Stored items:

....

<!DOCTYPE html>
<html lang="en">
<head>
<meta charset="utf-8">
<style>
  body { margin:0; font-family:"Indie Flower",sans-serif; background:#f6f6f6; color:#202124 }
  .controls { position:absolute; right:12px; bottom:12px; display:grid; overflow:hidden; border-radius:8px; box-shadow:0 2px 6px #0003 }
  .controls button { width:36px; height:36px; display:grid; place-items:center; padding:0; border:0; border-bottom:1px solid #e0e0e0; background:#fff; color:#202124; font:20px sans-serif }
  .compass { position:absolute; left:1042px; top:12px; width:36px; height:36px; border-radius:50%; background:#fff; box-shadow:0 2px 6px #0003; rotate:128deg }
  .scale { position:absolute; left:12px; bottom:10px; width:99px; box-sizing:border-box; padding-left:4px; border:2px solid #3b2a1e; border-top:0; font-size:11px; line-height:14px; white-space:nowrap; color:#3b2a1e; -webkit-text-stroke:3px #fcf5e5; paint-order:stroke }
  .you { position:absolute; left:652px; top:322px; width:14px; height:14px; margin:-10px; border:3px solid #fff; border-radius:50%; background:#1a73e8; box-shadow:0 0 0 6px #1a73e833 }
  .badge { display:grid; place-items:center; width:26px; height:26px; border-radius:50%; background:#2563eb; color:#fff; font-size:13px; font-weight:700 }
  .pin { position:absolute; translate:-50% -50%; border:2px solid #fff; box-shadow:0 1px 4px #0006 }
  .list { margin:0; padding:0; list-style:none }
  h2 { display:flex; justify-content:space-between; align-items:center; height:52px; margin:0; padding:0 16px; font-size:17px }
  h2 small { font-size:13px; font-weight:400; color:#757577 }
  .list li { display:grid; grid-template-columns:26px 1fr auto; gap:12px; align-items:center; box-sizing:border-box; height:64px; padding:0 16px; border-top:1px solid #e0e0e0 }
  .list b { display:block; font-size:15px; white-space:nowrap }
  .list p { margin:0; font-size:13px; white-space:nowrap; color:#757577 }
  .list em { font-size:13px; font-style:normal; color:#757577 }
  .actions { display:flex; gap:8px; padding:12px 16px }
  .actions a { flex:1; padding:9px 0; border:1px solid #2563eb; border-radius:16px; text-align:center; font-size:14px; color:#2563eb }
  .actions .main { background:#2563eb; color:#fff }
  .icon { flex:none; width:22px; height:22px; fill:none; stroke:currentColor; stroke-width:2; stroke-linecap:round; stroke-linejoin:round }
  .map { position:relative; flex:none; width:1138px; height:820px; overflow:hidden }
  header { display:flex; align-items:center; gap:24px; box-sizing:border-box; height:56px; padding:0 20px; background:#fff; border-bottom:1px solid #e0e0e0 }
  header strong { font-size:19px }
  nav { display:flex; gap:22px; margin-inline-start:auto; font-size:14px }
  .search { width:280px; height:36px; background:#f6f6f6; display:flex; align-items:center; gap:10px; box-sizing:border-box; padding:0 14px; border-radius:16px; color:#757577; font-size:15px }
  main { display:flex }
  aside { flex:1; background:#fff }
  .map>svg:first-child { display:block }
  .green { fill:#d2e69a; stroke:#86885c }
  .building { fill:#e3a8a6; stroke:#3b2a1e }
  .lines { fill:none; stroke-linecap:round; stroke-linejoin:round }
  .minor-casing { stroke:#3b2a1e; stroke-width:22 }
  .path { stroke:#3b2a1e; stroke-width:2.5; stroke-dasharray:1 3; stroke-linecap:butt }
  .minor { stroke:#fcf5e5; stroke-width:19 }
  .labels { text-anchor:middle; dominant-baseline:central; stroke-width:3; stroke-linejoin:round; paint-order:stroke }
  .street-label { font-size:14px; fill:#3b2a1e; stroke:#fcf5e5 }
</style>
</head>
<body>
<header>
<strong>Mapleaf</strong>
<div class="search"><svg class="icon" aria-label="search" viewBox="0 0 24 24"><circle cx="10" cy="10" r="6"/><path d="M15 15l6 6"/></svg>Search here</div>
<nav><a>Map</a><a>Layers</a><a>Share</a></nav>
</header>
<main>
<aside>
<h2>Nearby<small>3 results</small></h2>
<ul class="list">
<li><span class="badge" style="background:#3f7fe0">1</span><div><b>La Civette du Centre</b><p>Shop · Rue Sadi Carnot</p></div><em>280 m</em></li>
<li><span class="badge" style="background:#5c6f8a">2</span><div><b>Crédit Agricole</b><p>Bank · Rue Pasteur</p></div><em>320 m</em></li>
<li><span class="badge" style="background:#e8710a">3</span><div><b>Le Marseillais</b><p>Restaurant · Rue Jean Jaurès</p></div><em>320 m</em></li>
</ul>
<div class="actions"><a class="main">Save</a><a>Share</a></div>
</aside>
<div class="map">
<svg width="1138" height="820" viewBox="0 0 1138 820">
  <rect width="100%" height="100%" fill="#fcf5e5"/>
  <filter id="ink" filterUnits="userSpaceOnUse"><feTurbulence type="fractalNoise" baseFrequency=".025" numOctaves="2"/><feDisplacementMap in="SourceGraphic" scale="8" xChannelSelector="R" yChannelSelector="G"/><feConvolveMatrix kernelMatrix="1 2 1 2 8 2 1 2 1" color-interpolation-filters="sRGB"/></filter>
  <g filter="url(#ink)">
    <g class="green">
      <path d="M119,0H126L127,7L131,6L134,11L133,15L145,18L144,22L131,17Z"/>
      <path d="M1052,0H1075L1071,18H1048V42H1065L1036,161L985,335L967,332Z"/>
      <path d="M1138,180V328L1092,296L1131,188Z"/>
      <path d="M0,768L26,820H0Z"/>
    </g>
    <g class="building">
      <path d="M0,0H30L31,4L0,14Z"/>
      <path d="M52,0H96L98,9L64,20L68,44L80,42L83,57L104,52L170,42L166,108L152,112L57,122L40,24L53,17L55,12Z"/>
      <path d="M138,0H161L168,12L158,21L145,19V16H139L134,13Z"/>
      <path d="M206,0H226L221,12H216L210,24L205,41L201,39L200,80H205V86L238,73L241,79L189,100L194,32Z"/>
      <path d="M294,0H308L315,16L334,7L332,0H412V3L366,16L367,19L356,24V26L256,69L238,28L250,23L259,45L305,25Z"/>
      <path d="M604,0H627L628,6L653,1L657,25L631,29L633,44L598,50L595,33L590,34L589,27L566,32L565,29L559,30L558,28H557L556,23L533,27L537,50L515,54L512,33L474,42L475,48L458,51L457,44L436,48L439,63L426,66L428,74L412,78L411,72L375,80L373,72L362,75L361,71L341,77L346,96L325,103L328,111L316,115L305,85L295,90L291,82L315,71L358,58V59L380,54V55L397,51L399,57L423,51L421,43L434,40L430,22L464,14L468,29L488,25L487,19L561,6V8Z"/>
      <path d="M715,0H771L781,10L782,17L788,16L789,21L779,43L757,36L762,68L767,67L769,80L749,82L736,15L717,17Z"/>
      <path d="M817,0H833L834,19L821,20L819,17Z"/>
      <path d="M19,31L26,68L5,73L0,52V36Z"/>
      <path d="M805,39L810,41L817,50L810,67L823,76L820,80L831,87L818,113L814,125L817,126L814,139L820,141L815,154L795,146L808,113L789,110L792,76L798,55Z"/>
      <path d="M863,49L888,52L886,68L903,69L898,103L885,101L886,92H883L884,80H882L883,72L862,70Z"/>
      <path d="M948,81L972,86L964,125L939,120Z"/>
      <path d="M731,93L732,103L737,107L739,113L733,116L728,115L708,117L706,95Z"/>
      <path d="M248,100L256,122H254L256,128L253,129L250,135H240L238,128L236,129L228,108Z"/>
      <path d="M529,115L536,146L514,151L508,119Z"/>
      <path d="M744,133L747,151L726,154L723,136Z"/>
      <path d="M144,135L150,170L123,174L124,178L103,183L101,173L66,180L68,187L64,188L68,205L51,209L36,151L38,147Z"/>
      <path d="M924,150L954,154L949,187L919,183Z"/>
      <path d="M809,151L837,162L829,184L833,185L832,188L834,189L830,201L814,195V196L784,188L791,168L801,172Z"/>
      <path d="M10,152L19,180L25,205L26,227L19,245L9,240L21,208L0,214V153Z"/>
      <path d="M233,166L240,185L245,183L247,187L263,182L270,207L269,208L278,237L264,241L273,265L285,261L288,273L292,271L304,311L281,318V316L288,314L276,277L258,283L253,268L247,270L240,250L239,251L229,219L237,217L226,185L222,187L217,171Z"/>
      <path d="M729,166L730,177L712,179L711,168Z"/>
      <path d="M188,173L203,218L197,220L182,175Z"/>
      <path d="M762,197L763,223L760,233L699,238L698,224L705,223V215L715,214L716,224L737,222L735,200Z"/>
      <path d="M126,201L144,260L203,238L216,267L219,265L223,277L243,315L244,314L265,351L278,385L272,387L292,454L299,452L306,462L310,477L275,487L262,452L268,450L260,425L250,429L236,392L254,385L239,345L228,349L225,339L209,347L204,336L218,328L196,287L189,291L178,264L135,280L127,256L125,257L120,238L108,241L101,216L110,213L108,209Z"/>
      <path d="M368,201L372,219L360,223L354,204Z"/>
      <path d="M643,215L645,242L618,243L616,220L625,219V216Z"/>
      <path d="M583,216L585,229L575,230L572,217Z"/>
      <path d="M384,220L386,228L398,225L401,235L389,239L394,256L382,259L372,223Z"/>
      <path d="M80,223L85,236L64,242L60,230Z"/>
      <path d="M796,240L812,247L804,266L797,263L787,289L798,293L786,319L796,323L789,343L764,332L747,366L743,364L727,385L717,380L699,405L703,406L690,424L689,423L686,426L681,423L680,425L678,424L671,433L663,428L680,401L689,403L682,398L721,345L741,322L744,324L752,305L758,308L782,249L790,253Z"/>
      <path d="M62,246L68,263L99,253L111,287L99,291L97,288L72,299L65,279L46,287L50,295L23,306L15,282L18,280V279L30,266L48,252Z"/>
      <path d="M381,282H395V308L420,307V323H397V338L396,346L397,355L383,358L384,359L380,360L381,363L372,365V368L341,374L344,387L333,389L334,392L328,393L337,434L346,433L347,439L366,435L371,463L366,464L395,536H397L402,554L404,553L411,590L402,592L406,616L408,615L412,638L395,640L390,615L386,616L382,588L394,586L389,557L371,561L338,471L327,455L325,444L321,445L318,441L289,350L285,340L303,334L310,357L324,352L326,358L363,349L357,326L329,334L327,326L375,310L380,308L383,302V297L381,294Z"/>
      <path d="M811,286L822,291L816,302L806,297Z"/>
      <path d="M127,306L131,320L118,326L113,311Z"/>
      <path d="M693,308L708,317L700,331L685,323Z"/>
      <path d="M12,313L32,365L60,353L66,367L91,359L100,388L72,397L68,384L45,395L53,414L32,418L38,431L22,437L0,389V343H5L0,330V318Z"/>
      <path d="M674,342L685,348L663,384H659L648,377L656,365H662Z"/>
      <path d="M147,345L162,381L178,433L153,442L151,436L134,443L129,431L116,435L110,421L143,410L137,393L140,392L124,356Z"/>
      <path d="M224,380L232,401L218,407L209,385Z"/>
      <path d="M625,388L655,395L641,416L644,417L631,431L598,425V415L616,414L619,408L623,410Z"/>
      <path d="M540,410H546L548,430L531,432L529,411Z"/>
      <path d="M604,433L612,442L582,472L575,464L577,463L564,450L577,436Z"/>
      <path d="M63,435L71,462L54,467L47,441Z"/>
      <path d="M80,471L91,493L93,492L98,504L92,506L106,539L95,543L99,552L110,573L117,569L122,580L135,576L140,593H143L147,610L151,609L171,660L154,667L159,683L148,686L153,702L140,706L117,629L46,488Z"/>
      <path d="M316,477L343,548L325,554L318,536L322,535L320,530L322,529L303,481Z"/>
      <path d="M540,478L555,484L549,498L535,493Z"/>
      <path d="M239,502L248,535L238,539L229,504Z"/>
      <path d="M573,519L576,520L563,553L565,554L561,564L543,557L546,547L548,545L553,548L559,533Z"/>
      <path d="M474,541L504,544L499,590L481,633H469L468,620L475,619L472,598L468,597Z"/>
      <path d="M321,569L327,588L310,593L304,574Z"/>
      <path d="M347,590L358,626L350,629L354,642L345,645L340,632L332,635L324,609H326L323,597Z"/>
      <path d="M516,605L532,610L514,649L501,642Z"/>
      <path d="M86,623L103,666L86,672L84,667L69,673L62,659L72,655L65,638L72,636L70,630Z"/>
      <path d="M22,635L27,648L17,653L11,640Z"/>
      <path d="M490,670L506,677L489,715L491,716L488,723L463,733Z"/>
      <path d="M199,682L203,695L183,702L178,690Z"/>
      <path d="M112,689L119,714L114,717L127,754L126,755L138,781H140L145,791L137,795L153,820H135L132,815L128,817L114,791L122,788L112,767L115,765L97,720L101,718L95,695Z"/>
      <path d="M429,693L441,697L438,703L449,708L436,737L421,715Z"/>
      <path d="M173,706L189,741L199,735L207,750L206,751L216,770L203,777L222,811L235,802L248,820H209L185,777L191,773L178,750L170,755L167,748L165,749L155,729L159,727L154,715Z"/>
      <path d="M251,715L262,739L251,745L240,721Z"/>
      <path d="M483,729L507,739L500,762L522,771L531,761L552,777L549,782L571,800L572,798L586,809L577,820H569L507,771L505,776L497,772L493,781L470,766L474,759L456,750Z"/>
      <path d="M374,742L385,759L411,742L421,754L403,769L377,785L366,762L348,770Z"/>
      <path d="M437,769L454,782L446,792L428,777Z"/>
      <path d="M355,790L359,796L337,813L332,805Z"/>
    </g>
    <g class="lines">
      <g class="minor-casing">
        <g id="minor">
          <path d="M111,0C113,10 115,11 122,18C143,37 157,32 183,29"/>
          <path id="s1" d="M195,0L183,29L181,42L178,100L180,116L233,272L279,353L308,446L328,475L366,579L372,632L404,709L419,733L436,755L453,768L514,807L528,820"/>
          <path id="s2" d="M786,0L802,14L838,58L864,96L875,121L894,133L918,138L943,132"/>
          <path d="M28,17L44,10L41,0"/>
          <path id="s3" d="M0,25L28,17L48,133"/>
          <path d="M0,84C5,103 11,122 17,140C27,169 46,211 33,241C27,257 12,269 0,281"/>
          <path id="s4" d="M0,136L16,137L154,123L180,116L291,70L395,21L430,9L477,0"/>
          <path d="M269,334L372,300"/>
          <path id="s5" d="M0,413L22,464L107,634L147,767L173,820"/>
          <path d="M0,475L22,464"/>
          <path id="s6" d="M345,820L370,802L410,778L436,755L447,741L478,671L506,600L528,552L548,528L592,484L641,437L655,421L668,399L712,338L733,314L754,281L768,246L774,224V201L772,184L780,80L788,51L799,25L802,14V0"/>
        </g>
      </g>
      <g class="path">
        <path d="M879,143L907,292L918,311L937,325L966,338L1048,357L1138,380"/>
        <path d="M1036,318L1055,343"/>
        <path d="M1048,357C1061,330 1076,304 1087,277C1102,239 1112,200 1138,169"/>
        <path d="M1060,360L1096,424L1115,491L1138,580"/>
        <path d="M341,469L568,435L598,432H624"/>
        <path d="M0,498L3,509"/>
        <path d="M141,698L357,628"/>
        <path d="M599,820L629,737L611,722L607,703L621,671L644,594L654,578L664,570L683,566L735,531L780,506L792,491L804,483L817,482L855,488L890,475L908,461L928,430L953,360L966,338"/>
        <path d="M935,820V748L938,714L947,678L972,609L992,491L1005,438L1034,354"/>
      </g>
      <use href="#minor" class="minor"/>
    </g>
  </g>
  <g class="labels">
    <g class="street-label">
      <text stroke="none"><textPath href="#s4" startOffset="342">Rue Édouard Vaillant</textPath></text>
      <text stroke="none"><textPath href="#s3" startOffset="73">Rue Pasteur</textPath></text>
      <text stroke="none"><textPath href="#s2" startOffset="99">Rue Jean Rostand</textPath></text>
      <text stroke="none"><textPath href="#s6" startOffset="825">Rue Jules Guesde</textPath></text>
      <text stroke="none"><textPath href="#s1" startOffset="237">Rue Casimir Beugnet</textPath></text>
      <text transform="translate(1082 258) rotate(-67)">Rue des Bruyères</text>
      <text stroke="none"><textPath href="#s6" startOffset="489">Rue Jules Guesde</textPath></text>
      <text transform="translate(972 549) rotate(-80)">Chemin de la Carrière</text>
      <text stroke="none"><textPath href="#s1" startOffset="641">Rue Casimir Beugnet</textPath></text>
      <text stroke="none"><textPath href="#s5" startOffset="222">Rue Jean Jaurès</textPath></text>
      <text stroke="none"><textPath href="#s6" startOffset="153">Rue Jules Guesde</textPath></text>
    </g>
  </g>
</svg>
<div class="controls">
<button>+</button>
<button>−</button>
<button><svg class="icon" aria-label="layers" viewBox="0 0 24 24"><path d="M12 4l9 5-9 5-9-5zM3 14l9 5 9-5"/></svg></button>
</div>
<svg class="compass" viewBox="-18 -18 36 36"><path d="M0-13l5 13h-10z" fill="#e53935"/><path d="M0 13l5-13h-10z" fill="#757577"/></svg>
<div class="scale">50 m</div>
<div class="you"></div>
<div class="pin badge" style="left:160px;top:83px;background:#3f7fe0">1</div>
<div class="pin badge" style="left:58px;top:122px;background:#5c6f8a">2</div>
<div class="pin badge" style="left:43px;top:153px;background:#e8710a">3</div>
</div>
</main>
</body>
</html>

....

*Action item*
Go through the records above and copy each line where "lines" is found.

*Answer box*
  .lines { fill:none; stroke-linecap:round; stroke-linejoin:round }
    <g class="lines">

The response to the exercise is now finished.